Records drawn from a dataset

☆ ☆ ☆ ☆

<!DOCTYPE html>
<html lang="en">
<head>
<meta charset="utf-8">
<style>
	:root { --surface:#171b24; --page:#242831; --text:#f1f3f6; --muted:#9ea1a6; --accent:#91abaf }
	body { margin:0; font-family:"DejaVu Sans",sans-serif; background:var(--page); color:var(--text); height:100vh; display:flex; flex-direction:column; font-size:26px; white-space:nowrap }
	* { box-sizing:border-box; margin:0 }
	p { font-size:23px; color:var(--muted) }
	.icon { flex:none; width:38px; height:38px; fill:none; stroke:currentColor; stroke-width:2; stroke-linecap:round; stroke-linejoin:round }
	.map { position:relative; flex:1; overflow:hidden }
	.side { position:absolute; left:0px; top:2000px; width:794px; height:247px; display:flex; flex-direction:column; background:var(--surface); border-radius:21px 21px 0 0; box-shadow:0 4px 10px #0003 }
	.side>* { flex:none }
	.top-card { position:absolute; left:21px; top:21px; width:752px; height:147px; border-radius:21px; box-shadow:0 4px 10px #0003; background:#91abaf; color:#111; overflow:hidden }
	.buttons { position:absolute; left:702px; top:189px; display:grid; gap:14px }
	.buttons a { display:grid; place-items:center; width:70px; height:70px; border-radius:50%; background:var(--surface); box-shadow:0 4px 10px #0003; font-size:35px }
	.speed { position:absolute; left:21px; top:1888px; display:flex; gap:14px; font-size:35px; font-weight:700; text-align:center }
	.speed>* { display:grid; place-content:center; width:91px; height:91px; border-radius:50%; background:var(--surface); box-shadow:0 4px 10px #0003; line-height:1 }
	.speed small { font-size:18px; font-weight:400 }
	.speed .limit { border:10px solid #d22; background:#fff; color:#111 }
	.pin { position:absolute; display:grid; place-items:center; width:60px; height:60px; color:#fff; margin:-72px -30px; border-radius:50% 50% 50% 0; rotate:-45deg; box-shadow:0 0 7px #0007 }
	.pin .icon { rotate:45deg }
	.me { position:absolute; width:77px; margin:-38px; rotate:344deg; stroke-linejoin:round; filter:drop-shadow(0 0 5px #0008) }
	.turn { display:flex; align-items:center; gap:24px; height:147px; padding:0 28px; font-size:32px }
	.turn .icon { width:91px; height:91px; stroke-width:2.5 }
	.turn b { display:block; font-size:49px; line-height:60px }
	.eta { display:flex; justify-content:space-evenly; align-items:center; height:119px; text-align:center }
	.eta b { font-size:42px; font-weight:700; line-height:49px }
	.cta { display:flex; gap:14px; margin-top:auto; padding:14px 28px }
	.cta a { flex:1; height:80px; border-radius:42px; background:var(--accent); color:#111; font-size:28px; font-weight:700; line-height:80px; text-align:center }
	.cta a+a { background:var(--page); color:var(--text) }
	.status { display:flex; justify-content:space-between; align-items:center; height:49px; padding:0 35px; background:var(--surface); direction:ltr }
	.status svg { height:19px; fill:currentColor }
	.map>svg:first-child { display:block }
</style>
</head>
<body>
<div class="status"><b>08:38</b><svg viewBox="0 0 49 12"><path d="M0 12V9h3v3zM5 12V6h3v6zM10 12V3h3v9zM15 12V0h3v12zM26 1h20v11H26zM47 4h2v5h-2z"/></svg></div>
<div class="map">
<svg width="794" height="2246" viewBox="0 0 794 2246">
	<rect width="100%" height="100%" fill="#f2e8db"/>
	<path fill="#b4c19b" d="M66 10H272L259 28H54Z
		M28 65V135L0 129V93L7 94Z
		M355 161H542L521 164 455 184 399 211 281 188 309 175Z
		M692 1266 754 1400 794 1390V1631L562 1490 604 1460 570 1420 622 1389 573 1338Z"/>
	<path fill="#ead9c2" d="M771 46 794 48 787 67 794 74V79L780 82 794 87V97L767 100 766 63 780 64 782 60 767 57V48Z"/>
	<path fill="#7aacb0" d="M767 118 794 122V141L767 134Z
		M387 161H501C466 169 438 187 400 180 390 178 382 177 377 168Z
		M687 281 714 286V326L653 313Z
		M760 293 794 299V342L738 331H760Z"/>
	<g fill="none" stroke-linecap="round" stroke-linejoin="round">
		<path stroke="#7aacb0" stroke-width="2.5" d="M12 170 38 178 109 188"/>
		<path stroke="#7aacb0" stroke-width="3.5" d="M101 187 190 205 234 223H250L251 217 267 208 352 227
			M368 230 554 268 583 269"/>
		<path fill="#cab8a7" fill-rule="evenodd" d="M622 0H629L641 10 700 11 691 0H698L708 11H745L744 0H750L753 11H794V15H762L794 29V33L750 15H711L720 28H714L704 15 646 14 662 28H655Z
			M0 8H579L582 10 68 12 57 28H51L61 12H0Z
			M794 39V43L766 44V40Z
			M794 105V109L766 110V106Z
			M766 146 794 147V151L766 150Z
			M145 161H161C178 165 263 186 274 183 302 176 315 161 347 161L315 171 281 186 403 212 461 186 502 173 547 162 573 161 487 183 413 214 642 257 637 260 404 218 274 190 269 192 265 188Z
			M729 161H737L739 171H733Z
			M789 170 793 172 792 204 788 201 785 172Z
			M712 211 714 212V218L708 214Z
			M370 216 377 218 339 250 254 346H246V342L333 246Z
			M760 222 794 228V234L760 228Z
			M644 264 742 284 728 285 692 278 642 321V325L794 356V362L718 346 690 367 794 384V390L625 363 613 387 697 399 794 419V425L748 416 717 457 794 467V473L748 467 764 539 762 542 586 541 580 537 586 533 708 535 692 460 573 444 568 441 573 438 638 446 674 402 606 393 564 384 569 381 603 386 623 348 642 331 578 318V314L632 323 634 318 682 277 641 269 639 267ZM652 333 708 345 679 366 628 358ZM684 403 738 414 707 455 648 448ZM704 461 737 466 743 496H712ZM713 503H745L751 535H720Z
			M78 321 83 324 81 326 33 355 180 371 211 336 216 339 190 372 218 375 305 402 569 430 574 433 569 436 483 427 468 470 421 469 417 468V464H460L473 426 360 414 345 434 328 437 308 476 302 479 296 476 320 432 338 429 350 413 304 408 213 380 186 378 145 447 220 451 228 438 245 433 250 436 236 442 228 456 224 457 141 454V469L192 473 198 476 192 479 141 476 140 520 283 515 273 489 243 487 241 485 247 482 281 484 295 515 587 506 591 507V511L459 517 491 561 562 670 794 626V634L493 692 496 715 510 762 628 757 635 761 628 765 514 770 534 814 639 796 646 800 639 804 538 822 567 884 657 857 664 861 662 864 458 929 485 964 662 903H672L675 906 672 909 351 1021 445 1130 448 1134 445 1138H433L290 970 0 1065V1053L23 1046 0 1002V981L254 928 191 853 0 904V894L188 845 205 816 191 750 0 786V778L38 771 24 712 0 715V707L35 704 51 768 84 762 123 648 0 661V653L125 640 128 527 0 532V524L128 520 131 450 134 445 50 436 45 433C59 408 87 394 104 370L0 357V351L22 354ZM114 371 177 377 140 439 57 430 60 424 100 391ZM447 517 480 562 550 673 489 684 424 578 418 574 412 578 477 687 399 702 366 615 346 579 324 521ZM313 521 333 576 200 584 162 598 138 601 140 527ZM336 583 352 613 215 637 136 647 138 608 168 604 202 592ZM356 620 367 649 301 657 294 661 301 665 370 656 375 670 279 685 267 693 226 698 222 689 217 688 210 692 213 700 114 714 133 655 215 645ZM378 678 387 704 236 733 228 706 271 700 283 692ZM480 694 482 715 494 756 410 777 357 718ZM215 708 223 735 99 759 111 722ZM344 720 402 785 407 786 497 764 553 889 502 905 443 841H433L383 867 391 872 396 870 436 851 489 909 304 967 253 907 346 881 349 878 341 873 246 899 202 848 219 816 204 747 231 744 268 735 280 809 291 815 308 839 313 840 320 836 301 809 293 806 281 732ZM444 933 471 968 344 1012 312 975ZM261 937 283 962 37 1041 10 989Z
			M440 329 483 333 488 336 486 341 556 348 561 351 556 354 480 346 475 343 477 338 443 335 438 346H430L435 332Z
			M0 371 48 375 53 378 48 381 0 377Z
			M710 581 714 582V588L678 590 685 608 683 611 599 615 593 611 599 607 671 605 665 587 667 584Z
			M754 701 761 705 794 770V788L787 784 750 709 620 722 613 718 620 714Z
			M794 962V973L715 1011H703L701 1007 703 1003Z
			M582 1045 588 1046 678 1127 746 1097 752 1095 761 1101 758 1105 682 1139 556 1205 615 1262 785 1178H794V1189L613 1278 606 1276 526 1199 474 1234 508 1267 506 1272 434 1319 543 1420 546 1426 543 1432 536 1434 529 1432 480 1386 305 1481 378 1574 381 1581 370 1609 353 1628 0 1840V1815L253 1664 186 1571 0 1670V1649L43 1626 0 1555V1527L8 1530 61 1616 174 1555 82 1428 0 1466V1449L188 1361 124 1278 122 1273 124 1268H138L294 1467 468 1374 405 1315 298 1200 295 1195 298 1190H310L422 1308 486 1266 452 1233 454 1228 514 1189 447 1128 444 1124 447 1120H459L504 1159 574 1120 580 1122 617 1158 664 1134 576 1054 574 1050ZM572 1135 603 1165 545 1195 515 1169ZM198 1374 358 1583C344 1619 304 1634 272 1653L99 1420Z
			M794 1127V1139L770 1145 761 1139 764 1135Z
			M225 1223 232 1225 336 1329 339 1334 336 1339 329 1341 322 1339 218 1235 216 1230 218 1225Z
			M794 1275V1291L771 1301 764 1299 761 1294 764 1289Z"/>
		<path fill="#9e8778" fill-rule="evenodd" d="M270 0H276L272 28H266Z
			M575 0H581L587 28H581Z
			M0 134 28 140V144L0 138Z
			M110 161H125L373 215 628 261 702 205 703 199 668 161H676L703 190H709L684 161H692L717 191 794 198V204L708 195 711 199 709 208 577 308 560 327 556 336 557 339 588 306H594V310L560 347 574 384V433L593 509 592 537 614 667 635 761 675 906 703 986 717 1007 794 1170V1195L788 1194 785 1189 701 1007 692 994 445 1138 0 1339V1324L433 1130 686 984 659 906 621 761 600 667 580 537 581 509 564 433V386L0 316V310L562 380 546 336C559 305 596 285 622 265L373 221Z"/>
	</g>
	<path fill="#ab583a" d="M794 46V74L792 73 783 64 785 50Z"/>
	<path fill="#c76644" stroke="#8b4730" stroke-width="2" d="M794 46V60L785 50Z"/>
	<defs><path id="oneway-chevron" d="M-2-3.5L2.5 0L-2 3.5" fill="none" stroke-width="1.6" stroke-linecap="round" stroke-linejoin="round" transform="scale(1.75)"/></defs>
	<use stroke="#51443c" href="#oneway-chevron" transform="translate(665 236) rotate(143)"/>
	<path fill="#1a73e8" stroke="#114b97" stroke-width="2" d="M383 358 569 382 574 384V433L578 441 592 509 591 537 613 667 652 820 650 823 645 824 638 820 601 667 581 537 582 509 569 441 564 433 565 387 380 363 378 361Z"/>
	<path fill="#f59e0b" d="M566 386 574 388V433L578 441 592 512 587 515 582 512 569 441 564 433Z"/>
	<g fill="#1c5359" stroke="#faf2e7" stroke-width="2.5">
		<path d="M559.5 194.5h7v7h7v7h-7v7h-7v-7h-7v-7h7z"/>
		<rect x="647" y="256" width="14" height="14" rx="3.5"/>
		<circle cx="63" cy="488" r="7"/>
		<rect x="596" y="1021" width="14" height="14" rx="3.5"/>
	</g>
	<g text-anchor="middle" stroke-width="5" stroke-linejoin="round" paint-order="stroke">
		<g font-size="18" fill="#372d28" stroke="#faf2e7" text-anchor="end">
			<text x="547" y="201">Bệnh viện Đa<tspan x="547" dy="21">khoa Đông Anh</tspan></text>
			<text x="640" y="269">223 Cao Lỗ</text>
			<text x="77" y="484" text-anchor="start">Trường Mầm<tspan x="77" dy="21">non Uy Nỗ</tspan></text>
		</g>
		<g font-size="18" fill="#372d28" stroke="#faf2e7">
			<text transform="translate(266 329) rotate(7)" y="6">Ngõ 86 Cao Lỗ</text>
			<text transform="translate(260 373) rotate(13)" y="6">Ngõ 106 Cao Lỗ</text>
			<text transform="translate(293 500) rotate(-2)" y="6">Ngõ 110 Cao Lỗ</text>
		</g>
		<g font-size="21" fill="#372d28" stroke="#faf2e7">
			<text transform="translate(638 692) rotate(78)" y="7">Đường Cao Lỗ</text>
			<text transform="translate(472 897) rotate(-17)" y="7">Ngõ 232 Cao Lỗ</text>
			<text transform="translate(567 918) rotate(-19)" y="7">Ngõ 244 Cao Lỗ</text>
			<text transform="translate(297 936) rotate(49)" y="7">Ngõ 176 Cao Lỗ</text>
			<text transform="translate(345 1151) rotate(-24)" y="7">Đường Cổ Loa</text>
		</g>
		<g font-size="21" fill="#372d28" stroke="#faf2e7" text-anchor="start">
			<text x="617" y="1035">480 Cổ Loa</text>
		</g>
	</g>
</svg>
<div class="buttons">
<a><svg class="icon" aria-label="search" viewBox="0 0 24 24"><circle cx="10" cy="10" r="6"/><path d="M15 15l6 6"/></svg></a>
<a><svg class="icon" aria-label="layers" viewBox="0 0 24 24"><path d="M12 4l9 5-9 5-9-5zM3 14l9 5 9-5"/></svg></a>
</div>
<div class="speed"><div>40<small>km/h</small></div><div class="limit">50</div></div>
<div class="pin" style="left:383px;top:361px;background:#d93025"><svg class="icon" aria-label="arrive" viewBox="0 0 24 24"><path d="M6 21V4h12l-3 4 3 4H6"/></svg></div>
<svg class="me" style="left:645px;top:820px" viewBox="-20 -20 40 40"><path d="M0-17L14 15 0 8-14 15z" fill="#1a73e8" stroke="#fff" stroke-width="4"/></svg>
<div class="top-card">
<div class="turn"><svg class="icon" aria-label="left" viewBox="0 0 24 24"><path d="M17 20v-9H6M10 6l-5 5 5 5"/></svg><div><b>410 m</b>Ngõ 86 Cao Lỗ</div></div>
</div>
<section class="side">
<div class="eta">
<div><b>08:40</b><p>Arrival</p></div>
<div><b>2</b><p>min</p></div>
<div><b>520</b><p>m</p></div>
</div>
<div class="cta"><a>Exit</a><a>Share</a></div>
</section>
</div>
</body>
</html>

☆ ☆ ☆ ☆

▸ Work to be completed: Reproduce each line of the entries in which the word "buttons" is found.

▸ The completed task:
	.buttons { position:absolute; left:702px; top:189px; display:grid; gap:14px }
	.buttons a { display:grid; place-items:center; width:70px; height:70px; border-radius:50%; background:var(--surface); box-shadow:0 4px 10px #0003; font-size:35px }
<div class="buttons">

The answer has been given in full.